__What the task requires__
Lines holding the string "Restaurant" are the ones to copy; find them all in the data.

┌─ Records

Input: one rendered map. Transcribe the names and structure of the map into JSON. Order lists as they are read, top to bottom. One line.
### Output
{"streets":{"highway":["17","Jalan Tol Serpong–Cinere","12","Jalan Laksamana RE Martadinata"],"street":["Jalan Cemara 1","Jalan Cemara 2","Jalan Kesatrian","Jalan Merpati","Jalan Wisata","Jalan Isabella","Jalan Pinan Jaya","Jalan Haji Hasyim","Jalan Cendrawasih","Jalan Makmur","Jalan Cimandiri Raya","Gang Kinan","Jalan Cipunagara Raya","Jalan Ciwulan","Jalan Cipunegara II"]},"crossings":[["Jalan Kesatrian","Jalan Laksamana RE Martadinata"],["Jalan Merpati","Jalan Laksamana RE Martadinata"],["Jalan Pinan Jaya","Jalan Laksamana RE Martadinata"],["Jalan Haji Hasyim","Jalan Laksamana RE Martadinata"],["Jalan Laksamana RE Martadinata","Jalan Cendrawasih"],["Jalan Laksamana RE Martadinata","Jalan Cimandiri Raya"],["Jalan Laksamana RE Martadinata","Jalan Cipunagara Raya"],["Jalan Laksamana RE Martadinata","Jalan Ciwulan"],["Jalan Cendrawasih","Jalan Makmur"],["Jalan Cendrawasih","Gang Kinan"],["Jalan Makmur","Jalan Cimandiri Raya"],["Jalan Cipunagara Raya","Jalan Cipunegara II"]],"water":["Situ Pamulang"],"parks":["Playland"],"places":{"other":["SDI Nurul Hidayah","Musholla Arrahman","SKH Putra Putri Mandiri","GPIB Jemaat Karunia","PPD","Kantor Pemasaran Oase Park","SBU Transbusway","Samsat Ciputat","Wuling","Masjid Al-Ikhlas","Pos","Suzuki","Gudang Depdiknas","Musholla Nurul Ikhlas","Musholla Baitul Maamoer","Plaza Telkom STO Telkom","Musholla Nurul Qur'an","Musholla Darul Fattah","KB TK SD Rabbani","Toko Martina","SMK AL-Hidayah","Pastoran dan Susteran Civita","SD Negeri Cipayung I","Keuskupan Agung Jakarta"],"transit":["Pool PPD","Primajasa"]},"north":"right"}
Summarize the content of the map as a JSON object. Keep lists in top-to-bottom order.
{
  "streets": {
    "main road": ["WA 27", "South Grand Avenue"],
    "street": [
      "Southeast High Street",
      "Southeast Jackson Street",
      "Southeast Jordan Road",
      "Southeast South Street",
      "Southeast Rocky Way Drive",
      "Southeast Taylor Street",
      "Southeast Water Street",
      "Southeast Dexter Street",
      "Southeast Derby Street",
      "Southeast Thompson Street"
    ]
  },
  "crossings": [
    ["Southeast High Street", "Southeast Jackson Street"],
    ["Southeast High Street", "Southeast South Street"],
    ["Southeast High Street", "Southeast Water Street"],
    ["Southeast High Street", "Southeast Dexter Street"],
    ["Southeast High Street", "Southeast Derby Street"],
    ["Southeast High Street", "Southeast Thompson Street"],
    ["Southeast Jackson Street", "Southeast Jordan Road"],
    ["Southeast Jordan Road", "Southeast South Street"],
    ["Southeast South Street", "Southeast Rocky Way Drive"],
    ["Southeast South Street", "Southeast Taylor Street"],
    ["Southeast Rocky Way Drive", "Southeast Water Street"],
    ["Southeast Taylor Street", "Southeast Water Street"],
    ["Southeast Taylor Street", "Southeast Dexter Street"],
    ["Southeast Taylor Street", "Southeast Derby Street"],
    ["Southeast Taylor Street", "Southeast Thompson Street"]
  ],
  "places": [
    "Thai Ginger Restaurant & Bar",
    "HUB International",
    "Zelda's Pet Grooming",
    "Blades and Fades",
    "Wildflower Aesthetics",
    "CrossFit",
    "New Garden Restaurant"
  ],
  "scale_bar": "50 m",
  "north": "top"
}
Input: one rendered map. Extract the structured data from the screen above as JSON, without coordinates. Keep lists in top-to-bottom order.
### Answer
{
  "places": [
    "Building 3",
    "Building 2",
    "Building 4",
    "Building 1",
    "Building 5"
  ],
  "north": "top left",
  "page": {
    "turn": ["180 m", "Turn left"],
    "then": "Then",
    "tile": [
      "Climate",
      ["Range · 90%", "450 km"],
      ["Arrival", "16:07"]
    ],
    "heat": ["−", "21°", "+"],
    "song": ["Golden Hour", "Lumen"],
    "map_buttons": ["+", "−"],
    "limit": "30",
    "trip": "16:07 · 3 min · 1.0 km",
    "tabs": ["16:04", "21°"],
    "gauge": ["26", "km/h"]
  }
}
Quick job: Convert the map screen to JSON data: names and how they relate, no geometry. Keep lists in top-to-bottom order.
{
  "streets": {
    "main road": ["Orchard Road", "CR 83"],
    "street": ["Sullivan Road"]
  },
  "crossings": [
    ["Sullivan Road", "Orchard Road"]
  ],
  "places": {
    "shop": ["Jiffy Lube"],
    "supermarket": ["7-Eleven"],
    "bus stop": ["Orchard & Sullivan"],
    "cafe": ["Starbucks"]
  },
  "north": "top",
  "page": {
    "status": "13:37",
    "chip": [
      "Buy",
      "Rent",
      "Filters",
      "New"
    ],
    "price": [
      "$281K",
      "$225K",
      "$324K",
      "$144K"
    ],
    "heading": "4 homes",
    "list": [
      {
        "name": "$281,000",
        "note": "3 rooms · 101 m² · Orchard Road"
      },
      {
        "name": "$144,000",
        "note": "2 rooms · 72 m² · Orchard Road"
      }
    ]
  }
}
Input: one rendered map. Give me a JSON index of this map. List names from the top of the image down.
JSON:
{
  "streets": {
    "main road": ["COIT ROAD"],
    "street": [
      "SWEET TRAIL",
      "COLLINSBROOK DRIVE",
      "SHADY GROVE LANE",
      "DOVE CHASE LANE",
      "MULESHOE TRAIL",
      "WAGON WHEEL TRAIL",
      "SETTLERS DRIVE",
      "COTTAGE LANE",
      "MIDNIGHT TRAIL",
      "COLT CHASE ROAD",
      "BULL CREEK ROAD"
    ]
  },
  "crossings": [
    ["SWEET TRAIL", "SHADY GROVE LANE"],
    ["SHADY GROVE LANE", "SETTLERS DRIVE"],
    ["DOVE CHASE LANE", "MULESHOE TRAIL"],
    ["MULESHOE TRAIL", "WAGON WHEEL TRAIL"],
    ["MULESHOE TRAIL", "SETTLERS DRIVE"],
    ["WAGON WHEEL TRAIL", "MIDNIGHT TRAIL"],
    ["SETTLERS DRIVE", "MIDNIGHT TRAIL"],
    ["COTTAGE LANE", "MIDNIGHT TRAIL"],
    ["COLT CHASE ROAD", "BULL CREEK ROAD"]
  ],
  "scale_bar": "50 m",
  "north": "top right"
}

└─

__Exercise result__
    "Thai Ginger Restaurant & Bar",
    "New Garden Restaurant"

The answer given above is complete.